Que yo sepa, fue precisamente uno de los popes de la modernidad tardía, Mallarmé, el primero que dice haberlo leído todo: “La carne es triste y ya leí todos los libros”. Ahí es nada: leídos todos y cada uno de los libros; todo el forraje colosal de la cultura pacientemente deglutido, a lo largo de toda una vida ―o de varias―, en un sillón de orejas junto al fuego.
Es preciso tener en cuenta que Mallarmé abre con esas palabras su poema Brisa marina, y que la poesía es lenguaje que se ha deshecho del estorbo del sentido literal, y va por libre. Aunque lo diga, no parece que el maestro quiera alardear de haberlo leído absolutamente todo. Su propósito sería levantar acta poética de un anhelo de huida y decirnos, muy hermosamente, que los hastíos del sexo y de la cultura impresa (el instinto de la tribu, las palabras de la tribu) han acabado aburriéndolo por igual; y que se va, que embarca hacia lo desconocido.
¡La carne es triste y ya leí todos los libros!
¡Huir, huir allá! Siento a las aves ebrias
de estar entre espumas ignoradas y cielos. Nada,
ni los viejos jardines que los ojos reflejan,
retendrá a este corazón que se templa en el mar,
¡Oh noches!, ni la claridad desierta de mi lámpara
sobre el papel vacío que la blancura veda,
y ni la joven madre que amamanta a su hijo.
¡Partiré! Nave que balanceas tu arboladura,
¡Leva por fin el ancla hacia exóticas tierras!
(Fragmento de Brisa marina, versión de Federico Gorbea, Plaza & Janés, 1982)
Lecturas compulsivas está publicado por Anagrama. |
Como decía más arriba, en alguna página de los libros que he devuelto estos días a su anaquel se hace mención, mayormente para refutarlo, del propósito demencial de leerlo todo, absolutamente todo. Excepto uno, el resto de sus autores se muestran escépticos o abiertamente críticos respecto a que tal complexión lectora sea viable, materialmente posible, saludable o siquiera cierta. La excepción es Félix de Azúa, quien, en la página 13 de su Lecturas compulsivas, asegura que “Semejante tarea, leerlo todo, que puede parecer enorme, es perfectamente posible.” Entendemos que la cursiva confiere a ese todo un valor relativo adecuado para referirse a lo que valga la pena, vaya a misa, sea pertinente o estéticamente cualificado, que sin duda es una cantidad ingente de material textual, pero que nunca abarcará, por razones obvias, la totalidad de la oferta cultural. El todo descomunal al que se refiere Mallarmé.

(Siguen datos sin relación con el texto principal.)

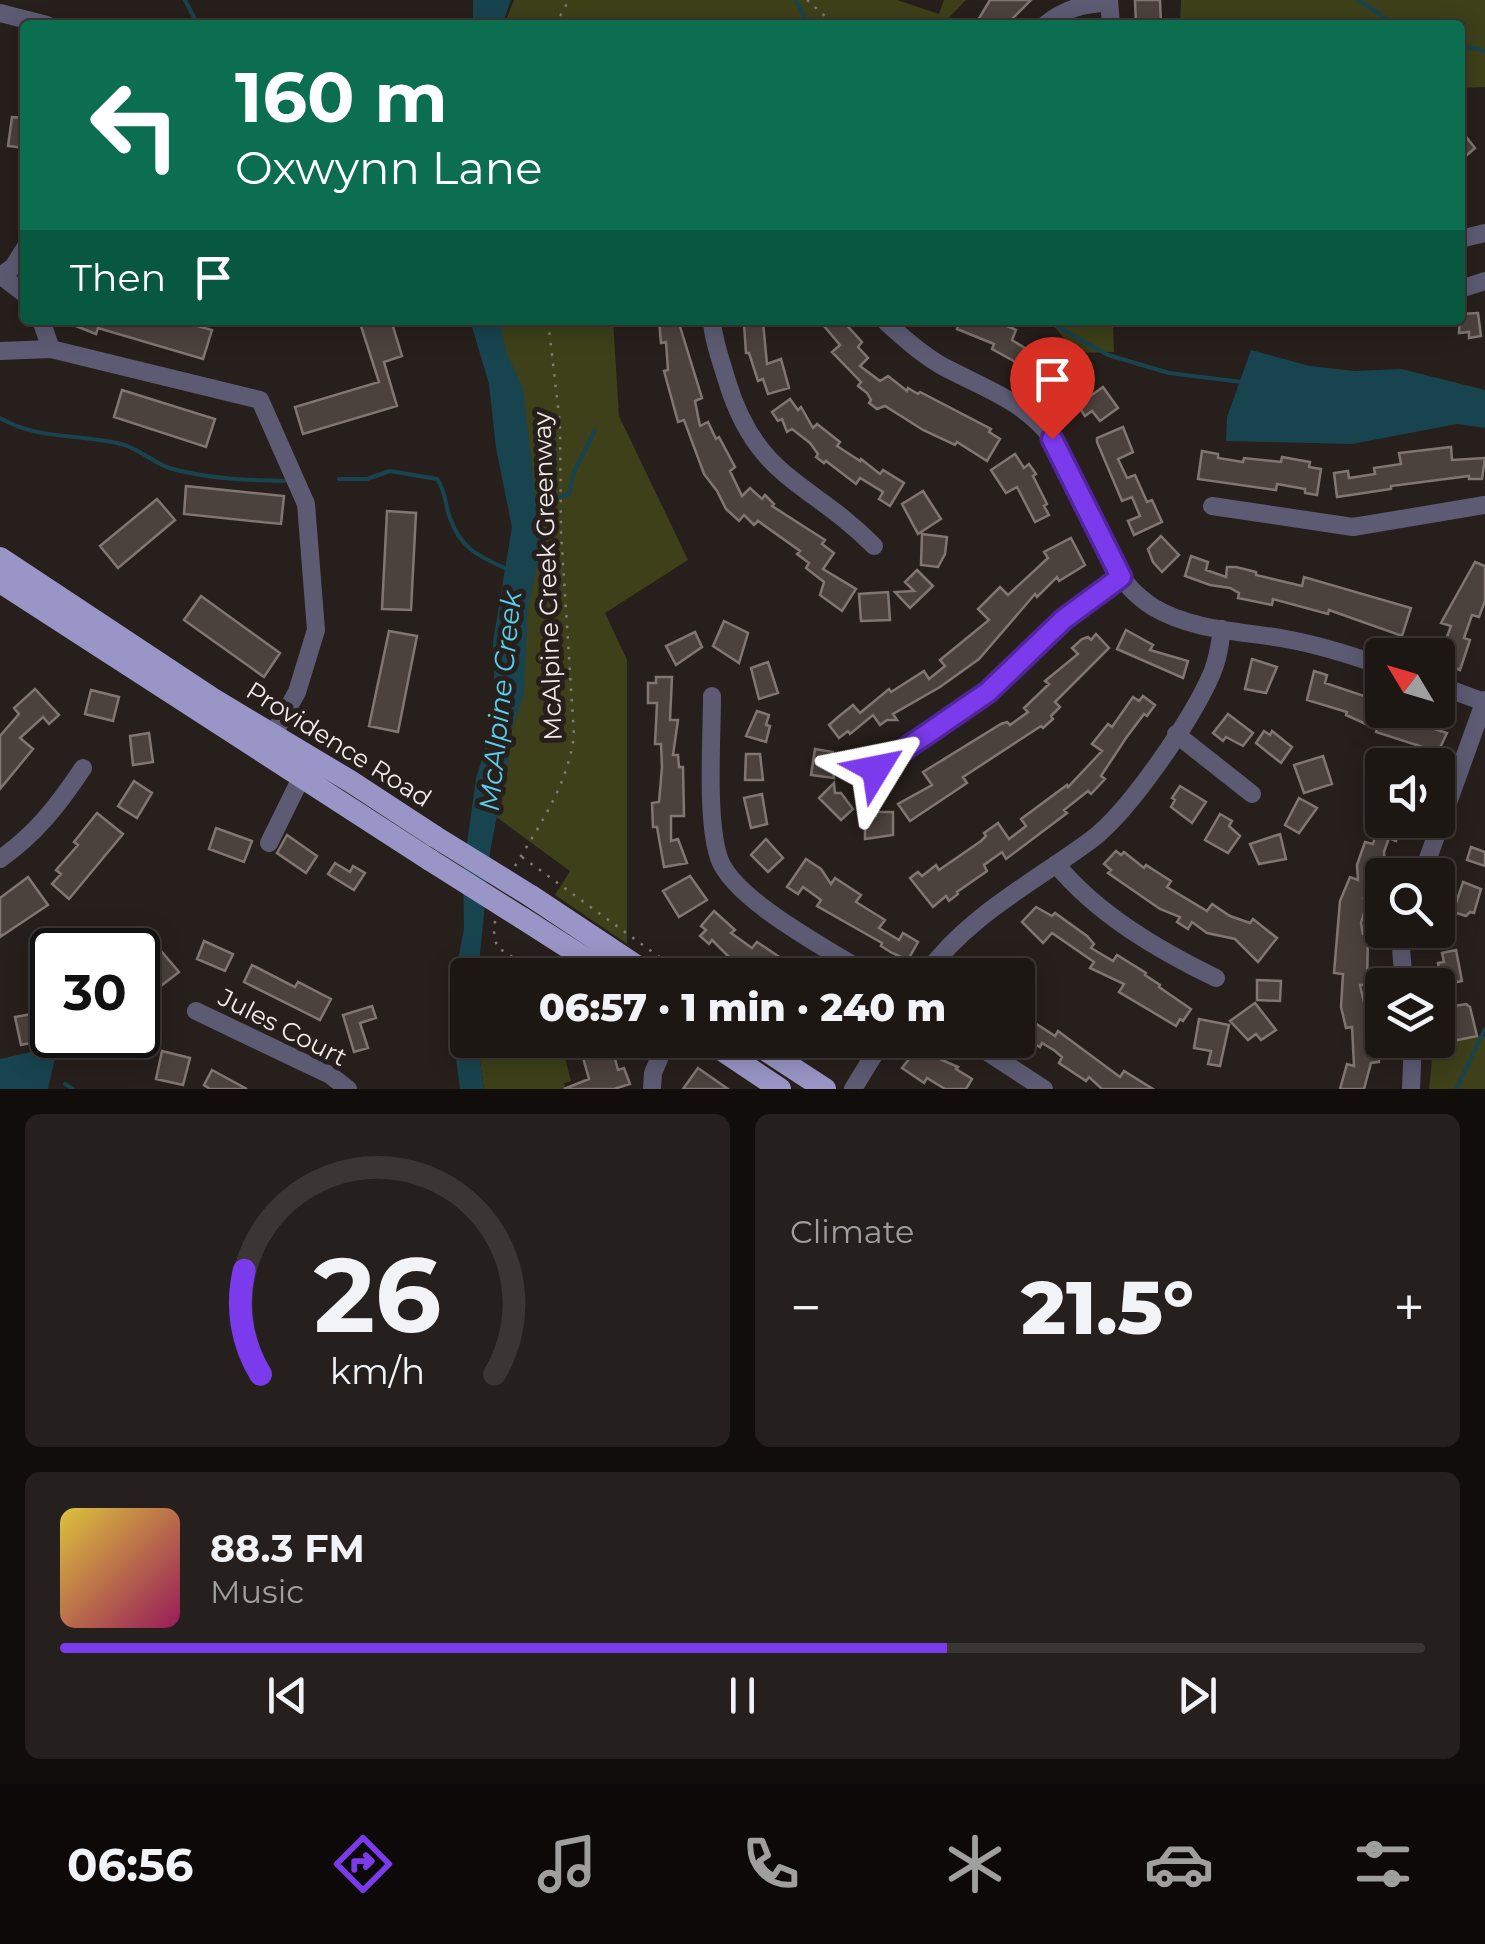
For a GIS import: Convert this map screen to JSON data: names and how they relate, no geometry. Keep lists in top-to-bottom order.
{
  "streets": {
    "main road": ["Providence Road"],
    "street": ["Jules Court"],
    "path": ["McAlpine Creek Greenway"]
  },
  "water": ["McAlpine Creek"],
  "north": "top left",
  "page": {
    "turn": ["160 m", "Oxwynn Lane"],
    "then": "Then",
    "limit": "30",
    "trip": "06:57 · 1 min · 240 m",
    "tile": "Climate",
    "heat": ["−", "21.5°", "+"],
    "song": ["88.3 FM", "Music"],
    "tabs": "06:56",
    "gauge": ["26", "km/h"]
  }
}
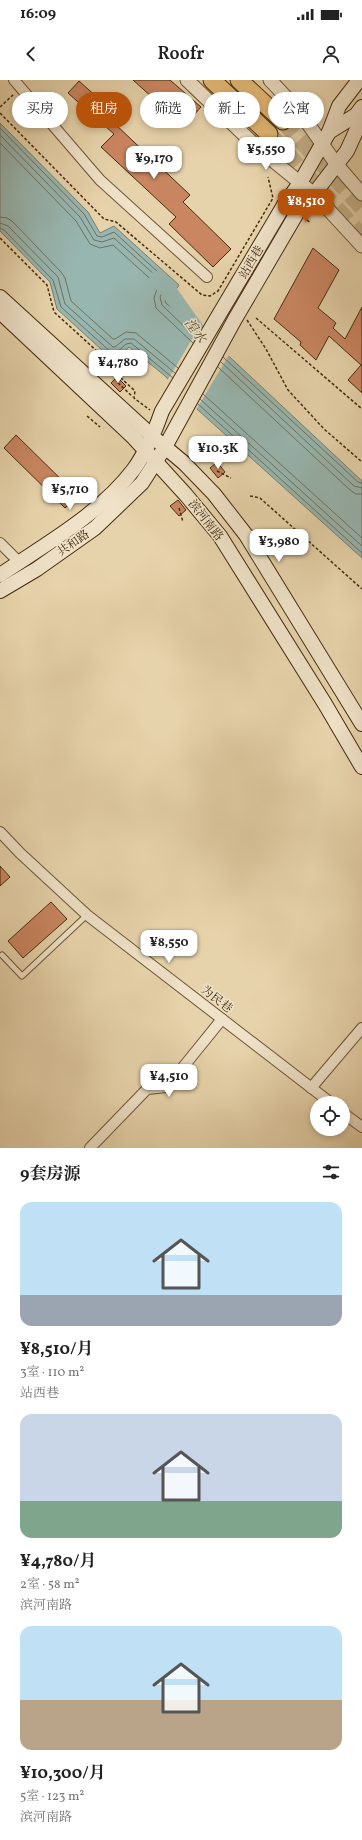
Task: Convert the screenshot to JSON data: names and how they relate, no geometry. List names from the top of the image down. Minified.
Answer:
{"streets":{"main road":["站西巷","滨河南路","共和路"],"street":["为民巷"]},"crossings":[["站西巷","共和路"],["滨河南路","共和路"]],"water":["湟水"],"page":{"status":"16:09","header":"Roofr","chip":["买房","租房","筛选","新上","公寓"],"price":["¥5,550","¥9,170","¥8,510","¥4,780","¥10.3K","¥5,710","¥3,980","¥8,550","¥4,510"],"heading":"9套房源","list":[{"name":"¥8,510/月","note":"3室 · 110 m² · 站西巷"},{"name":"¥4,780/月","note":"2室 · 58 m² · 滨河南路"},{"name":"¥10,300/月","note":"5室 · 123 m² · 滨河南路"}]}}
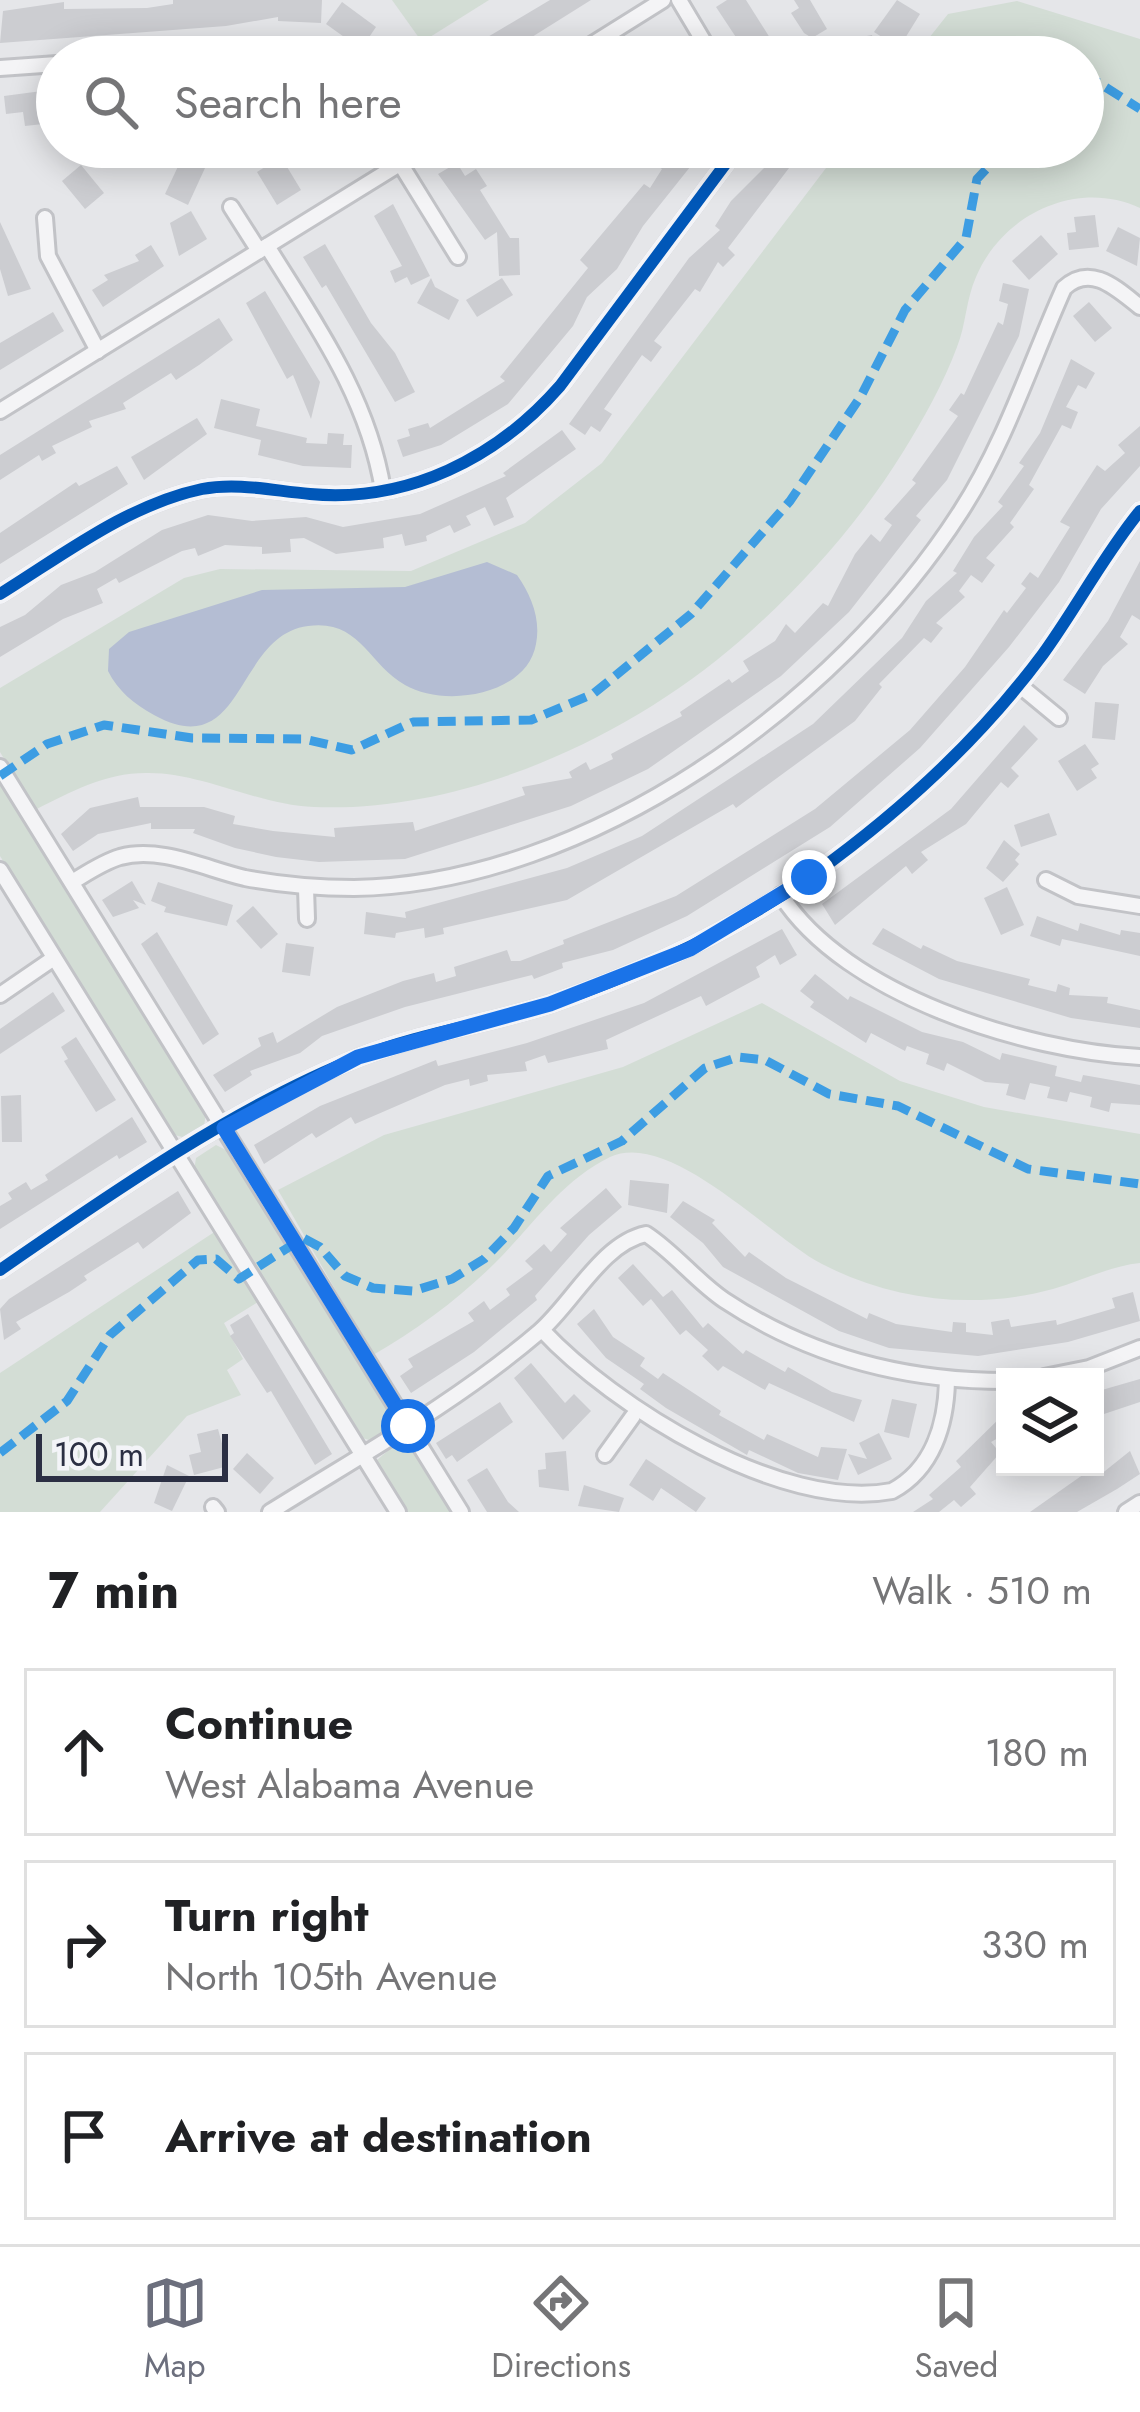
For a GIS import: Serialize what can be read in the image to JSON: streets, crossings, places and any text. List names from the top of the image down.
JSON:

Fresy Cool está publicado por Mondadori. |
Si bien cabe decir que a lo largo del libro se hace más hincapié ―pero que mucho más― en escribirlo todo que en leerlo, aunque también, este Fresy Cool es otra de las obras que he rescatado de la repisa trasera de mi cama que se refiere a su vez, aunque sea de pasada y en tono paródico, en un caso, y de sospecha fundada, en otro, al asunto de la voracidad lectora con ínfulas de abarcarlo todo o por lo menos bastante. Desde un remoto y post apocalíptico enclave denominado Madrizentro, Pleonasmo Chief se pregunta en la página 136 “¿Por qué ese empeño en parecer que uno lo ha leído todo, todo y todo? ―Pues no, no he leído nada de Flaubert ni de Melville ni de Guattari. De hecho, lo que en verdad me gusta es salir con los colegas del barrio por Desengaño a escuchar los piropos de las fulanas. Y aquí estamos, tío. ―Sin el más mínimo ápice de vergüenza, gregario, como gusta ser.”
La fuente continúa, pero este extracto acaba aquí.